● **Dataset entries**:
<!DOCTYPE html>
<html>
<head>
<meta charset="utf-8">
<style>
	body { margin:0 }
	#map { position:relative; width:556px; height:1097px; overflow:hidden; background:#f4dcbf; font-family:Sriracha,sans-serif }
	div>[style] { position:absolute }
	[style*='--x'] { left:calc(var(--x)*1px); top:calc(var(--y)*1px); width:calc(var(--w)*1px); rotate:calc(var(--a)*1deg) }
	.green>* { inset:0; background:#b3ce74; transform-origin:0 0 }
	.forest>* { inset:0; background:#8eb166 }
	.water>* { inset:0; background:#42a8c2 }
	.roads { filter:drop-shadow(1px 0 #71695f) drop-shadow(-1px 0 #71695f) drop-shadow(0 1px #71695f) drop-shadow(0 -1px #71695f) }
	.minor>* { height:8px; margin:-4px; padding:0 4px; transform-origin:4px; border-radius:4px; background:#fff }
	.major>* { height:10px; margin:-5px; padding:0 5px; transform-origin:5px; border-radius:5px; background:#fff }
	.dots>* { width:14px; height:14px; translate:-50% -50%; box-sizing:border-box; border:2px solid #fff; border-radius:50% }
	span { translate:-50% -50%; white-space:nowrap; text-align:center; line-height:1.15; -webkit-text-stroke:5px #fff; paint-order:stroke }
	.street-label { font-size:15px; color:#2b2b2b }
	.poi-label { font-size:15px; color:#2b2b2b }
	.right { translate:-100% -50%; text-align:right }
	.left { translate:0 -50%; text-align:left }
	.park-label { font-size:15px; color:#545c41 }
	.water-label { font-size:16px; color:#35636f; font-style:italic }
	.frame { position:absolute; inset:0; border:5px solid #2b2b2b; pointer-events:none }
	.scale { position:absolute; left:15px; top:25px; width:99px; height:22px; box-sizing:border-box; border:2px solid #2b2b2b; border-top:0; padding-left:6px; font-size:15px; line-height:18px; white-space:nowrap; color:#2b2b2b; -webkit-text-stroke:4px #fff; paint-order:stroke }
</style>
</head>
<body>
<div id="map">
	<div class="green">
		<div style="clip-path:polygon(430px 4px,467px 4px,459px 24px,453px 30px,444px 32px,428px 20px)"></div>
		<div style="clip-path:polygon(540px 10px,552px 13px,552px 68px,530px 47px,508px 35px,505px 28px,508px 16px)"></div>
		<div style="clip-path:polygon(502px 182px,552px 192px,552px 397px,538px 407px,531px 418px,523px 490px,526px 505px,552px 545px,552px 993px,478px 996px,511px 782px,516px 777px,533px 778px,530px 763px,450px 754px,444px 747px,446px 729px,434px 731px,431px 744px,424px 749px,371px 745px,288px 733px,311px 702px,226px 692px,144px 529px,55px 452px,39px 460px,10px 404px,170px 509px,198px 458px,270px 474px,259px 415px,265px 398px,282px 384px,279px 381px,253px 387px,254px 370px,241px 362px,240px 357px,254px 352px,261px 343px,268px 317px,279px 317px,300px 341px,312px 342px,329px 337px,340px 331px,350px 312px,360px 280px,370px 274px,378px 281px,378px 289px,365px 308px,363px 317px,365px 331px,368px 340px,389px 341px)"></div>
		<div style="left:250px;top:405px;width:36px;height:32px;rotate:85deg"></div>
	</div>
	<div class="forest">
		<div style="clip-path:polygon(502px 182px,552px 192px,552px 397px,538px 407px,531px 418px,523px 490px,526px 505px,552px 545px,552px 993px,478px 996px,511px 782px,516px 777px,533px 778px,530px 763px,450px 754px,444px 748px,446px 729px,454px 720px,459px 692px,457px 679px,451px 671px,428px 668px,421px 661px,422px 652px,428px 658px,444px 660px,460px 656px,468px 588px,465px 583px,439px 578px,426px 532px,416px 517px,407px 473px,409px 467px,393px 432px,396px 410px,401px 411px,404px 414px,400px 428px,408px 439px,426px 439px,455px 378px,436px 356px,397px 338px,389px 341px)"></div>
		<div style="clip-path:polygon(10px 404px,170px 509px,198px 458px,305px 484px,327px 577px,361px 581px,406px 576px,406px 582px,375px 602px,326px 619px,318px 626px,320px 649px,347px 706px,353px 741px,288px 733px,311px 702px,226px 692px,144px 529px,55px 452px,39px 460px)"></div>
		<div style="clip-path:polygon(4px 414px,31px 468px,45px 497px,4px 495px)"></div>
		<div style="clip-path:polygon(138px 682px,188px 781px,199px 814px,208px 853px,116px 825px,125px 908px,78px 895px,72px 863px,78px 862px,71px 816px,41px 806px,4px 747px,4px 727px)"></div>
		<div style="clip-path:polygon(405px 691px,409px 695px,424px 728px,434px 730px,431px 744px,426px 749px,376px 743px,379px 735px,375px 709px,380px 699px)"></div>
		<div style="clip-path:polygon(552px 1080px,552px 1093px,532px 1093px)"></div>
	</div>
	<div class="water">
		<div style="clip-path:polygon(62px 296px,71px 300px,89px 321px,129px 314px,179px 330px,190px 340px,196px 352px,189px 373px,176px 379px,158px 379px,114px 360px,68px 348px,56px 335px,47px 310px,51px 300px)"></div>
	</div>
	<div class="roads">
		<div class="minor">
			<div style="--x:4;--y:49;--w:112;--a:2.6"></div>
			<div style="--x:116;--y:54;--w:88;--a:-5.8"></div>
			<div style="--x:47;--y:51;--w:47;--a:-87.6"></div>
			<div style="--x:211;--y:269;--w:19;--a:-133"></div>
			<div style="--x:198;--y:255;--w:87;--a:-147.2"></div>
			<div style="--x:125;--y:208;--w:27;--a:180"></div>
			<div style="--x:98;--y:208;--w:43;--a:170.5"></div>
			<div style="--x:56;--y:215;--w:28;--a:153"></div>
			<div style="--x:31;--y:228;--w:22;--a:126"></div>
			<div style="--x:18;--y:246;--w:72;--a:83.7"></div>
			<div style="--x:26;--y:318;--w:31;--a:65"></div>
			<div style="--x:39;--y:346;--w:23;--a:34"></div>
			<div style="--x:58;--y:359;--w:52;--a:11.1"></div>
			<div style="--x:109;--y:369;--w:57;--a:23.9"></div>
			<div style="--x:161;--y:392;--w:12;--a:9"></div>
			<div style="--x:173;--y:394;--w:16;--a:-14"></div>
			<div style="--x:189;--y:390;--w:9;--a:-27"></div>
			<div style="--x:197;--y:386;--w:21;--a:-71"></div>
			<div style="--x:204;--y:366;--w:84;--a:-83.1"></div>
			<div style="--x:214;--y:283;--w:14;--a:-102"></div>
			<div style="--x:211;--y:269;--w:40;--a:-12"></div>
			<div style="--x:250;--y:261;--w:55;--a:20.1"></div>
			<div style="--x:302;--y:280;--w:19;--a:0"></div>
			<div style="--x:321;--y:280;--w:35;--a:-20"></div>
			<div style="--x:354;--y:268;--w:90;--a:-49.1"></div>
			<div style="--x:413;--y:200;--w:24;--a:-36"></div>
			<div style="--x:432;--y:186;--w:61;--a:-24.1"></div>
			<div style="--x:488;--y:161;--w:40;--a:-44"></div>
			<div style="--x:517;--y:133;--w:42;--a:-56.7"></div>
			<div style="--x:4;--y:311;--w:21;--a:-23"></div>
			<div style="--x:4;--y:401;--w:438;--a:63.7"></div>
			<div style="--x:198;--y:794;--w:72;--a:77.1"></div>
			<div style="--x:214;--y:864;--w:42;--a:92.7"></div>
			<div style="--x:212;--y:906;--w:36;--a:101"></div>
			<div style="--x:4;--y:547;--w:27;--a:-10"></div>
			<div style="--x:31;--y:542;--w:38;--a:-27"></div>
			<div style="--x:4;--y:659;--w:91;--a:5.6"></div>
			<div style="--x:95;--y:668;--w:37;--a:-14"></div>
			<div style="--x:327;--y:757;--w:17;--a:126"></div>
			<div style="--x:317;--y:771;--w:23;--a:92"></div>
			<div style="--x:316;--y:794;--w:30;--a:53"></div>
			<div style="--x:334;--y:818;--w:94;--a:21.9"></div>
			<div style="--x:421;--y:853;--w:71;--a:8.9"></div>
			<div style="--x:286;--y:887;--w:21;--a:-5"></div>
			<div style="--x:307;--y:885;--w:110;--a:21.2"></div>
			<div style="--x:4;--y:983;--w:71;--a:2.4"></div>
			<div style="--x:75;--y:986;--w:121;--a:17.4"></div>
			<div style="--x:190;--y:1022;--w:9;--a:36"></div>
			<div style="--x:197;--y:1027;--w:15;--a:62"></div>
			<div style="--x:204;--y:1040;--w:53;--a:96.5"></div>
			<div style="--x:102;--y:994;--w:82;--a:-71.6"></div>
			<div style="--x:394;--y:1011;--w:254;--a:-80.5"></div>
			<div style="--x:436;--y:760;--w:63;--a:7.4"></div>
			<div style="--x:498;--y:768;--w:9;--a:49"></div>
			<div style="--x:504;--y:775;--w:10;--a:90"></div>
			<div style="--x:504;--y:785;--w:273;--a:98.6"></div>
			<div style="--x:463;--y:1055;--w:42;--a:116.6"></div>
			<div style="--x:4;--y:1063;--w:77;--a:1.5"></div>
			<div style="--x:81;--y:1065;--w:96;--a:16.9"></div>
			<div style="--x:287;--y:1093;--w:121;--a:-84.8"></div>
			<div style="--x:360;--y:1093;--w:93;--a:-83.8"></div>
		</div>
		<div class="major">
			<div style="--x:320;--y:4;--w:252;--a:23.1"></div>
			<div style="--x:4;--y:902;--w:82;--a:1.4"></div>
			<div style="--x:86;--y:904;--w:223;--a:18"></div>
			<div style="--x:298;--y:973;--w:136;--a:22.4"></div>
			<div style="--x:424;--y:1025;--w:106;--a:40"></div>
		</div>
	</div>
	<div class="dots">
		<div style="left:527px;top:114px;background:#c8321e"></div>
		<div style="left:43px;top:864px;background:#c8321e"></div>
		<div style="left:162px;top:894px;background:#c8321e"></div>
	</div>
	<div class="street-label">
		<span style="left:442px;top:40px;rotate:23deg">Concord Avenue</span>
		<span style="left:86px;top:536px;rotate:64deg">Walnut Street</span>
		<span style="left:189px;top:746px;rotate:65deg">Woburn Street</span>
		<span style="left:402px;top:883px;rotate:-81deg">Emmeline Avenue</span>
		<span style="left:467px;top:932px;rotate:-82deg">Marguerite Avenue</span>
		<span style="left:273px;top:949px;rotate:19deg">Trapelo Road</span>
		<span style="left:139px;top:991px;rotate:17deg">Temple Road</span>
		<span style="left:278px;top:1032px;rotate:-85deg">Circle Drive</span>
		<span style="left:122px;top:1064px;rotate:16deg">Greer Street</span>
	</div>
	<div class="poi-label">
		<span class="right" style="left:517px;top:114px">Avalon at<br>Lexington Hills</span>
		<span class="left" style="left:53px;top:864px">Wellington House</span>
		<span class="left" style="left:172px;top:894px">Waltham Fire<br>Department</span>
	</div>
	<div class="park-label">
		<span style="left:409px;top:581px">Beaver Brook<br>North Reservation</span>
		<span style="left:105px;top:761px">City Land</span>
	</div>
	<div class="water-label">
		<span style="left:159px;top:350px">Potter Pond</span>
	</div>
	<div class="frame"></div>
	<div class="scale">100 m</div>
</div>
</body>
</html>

● **What to produce**:
Each line from the top of the data, up to and including the line that contains "translate:-100% -50%; text-align:right", should be set down exactly.

● **Result**:
<!DOCTYPE html>
<html>
<head>
<meta charset="utf-8">
<style>
	body { margin:0 }
	#map { position:relative; width:556px; height:1097px; overflow:hidden; background:#f4dcbf; font-family:Sriracha,sans-serif }
	div>[style] { position:absolute }
	[style*='--x'] { left:calc(var(--x)*1px); top:calc(var(--y)*1px); width:calc(var(--w)*1px); rotate:calc(var(--a)*1deg) }
	.green>* { inset:0; background:#b3ce74; transform-origin:0 0 }
	.forest>* { inset:0; background:#8eb166 }
	.water>* { inset:0; background:#42a8c2 }
	.roads { filter:drop-shadow(1px 0 #71695f) drop-shadow(-1px 0 #71695f) drop-shadow(0 1px #71695f) drop-shadow(0 -1px #71695f) }
	.minor>* { height:8px; margin:-4px; padding:0 4px; transform-origin:4px; border-radius:4px; background:#fff }
	.major>* { height:10px; margin:-5px; padding:0 5px; transform-origin:5px; border-radius:5px; background:#fff }
	.dots>* { width:14px; height:14px; translate:-50% -50%; box-sizing:border-box; border:2px solid #fff; border-radius:50% }
	span { translate:-50% -50%; white-space:nowrap; text-align:center; line-height:1.15; -webkit-text-stroke:5px #fff; paint-order:stroke }
	.street-label { font-size:15px; color:#2b2b2b }
	.poi-label { font-size:15px; color:#2b2b2b }
	.right { translate:-100% -50%; text-align:right }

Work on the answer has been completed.